UCLOrengoGroup / cath-tools

Protein structure comparison tools such as SSAP and SNAP
http://cath-tools.readthedocs.io
GNU General Public License v3.0
57 stars 14 forks source link

cath-refine-align doesn't respect --align-regions when writing alignments #47

Closed tonyelewis closed 6 years ago

tonyelewis commented 6 years ago

Performing the following:

cath-ssap --pdb-path $PDBDIR 1cuk 1bvs --align-regions 'D[1cukA03]156-203:A' --align-regions 'D[1bvsA03]149-199:A'
cath-refine-align --ssap-aln-infile 1cukA031bvsA03.list --pdb-infile $PDBDIR/1cuk --pdb-infile $PDBDIR/1bvs --align-regions 'D[1cukA03]156-203:A' --align-regions 'D[1bvsA03]149-199:A' --aln-to-ssap-file 1cukA031bvsA03.cath-refine-align.list

...generates a second alignment file in which the numbering starts at 1, not at the start of the specified domain.

tonyelewis commented 6 years ago

I've investigated why this is a problem for cath-refine-align but not cath-superpose and I've found that it's because the alignment_context passed to use_all_alignment_outputters() by cath_superposer::superpose() here is restricted to the relevant regions, whereas the one passed (to the same function) by cath_align_refiner::refine() here isn't.

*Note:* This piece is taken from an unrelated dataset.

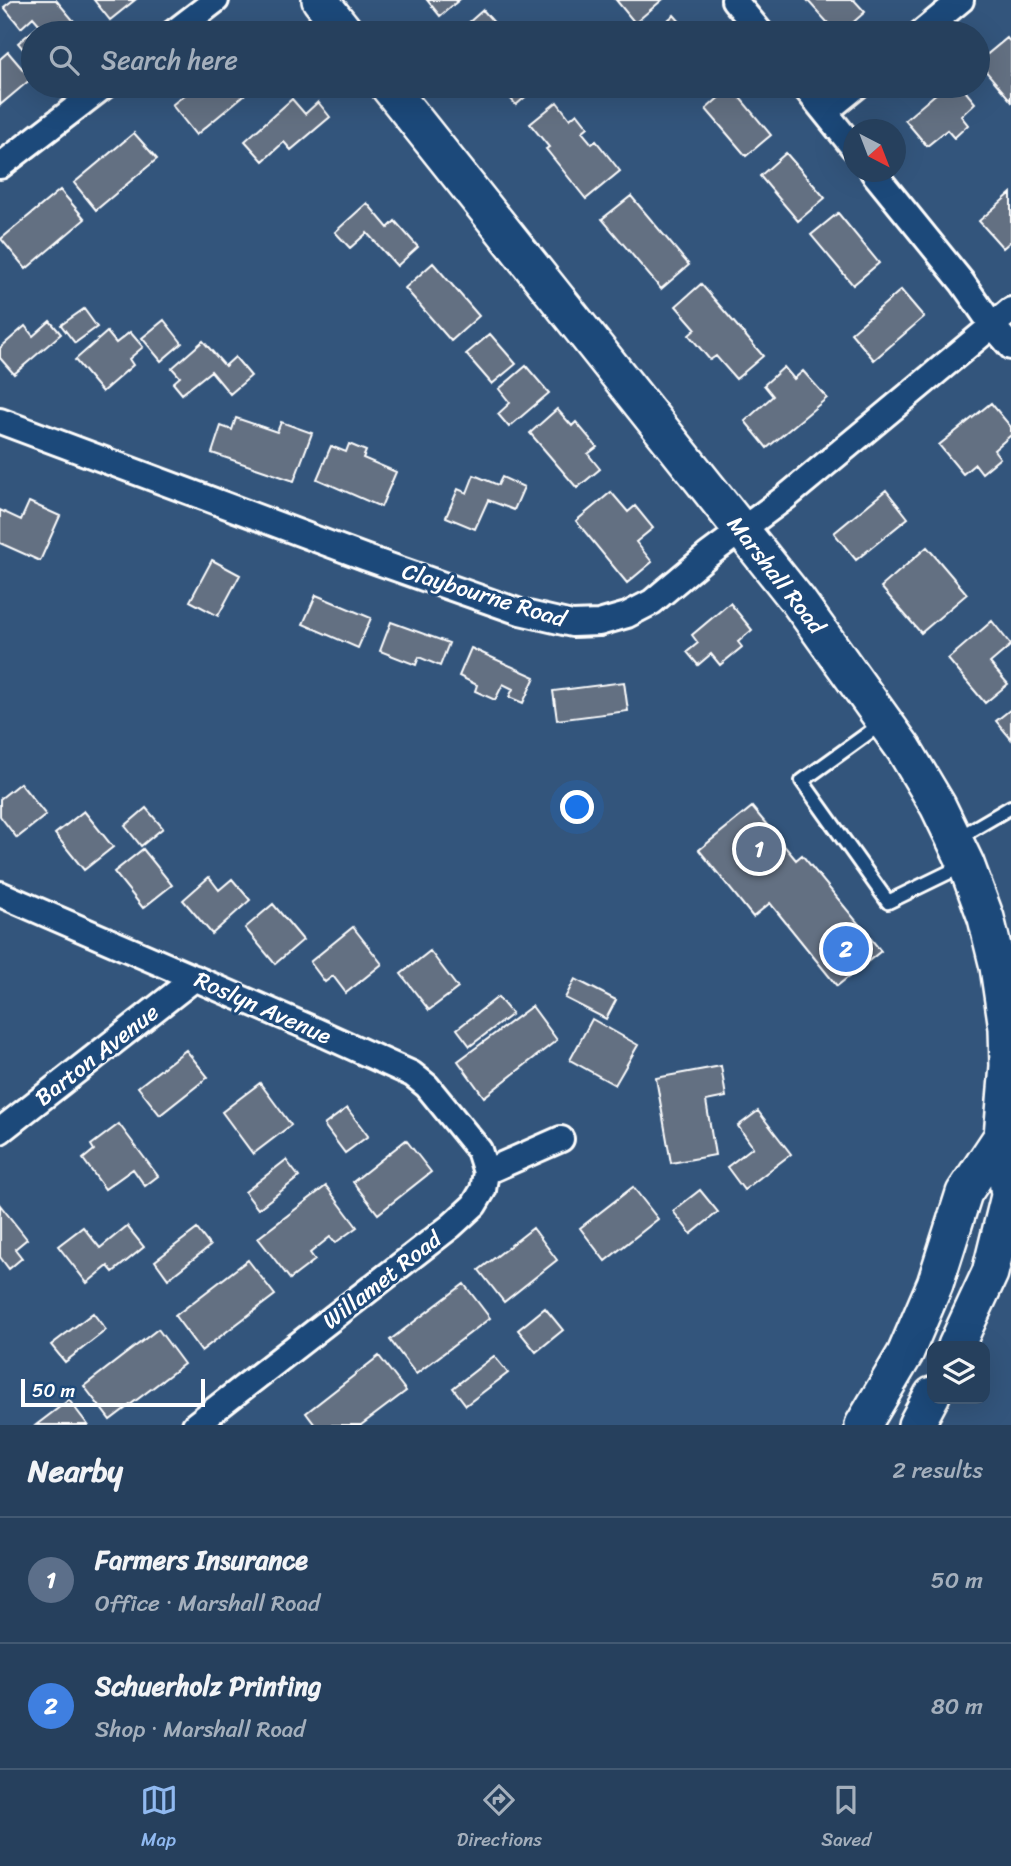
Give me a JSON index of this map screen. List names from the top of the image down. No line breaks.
{"streets":{"street":["Marshall Road","Claybourne Road","Roslyn Avenue","Barton Avenue","Willamet Road"]},"crossings":[["Marshall Road","Claybourne Road"],["Roslyn Avenue","Barton Avenue"],["Roslyn Avenue","Willamet Road"]],"scale_bar":"50 m","north":"bottom right","page":{"search":"Search here","pins":["1","2"],"scale":"50 m","heading":["Nearby","2 results"],"list":[{"mark":"1","name":"Farmers Insurance","note":"Office · Marshall Road","value":"50 m"},{"mark":"2","name":"Schuerholz Printing","note":"Shop · Marshall Road","value":"80 m"}],"nav":["Map","Directions","Saved"]}}
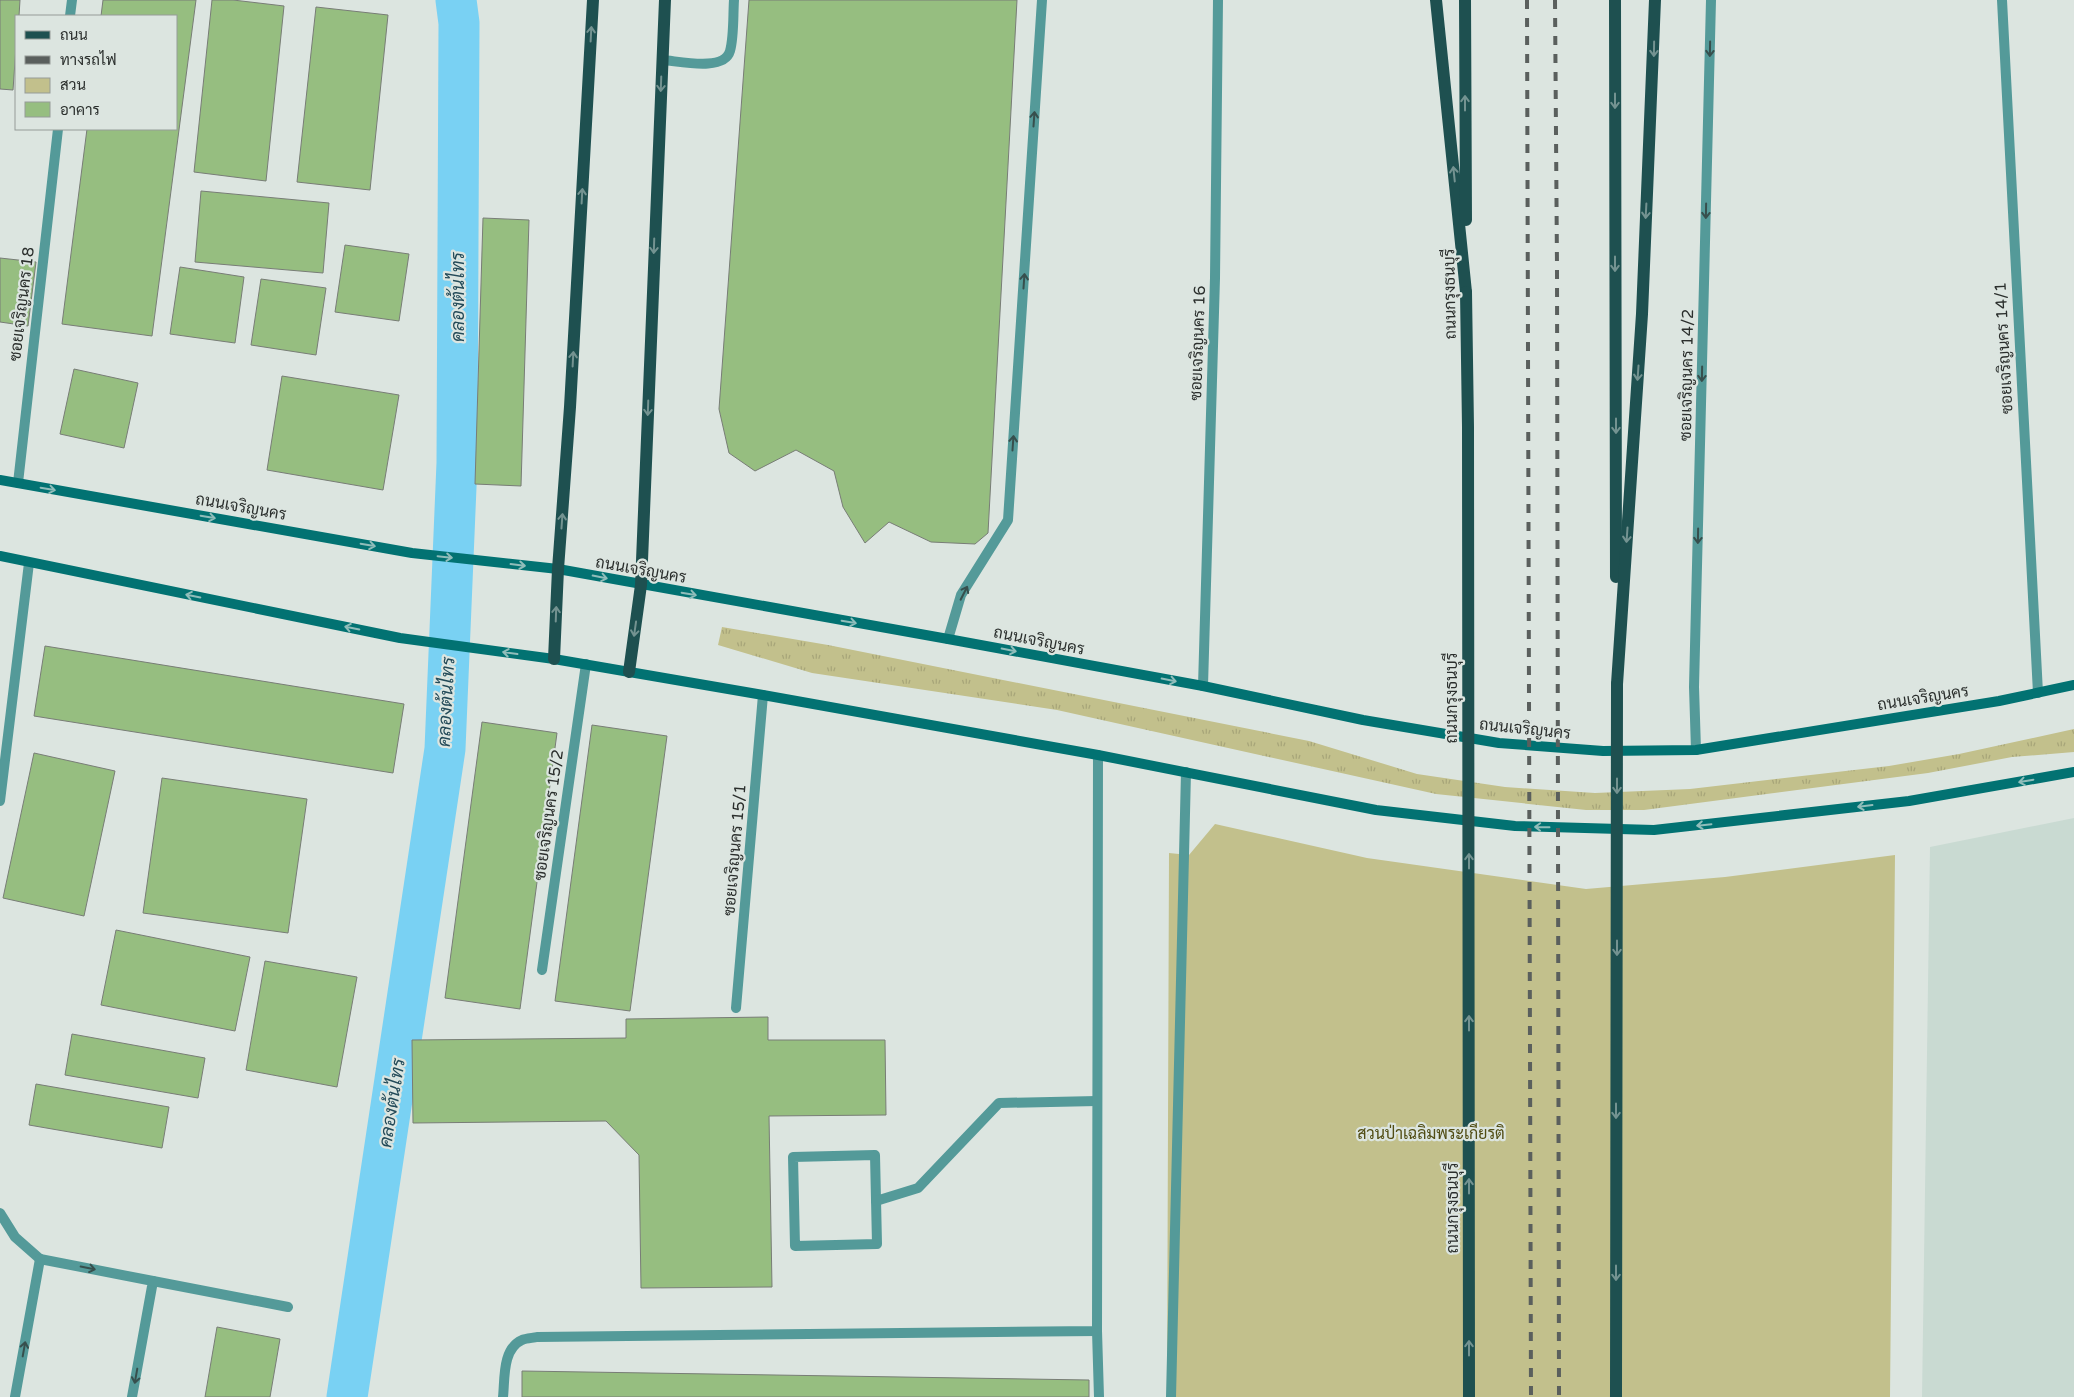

Recent commits (eg 8078efce5f8a29af24c423c15d7b5a68f2658f67) that make this clearer and make it easy to now switch cath-refine-align over to passing a restricted alignment_context.

But this raises the issue of why the relevant alignment outputter isn't just getting this right using the alignment_context it gets given...

tonyelewis commented 6 years ago

Resolved by 3c2c54954f0ee99313fab00dcd42735e3ec06081 and 363bdb0b00ee6e46548fcae09bf23070f6d96382.

But see #48 for other issues arising from this.